WHAT TO WORK ON: Exactly as written, output each of the lines below, with no images.

COLLECTED MATERIAL:
►

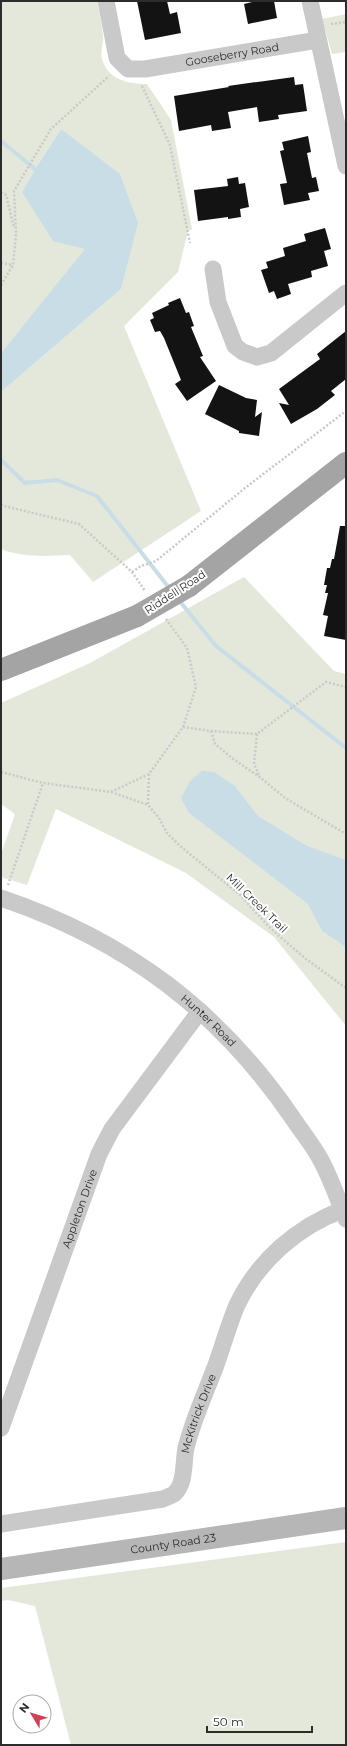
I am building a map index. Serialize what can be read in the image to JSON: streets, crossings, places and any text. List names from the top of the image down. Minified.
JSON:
{"streets":{"main road":["Riddell Road","County Road 23"],"street":["Gooseberry Road","Hunter Road","Appleton Drive","McKitrick Drive"],"path":["Mill Creek Trail"]},"crossings":[["Hunter Road","Appleton Drive"],["Hunter Road","McKitrick Drive"]],"scale_bar":"50 m","north":"top left"}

◄

THE COMPLETED TASK:
I am building a map index. Serialize what can be read in the image to JSON: streets, crossings, places and any text. List names from the top of the image down. Minified.
JSON:
{"streets":{"main road":["Riddell Road","County Road 23"],"street":["Gooseberry Road","Hunter Road","Appleton Drive","McKitrick Drive"],"path":["Mill Creek Trail"]},"crossings":[["Hunter Road","Appleton Drive"],["Hunter Road","McKitrick Drive"]],"scale_bar":"50 m","north":"top left"}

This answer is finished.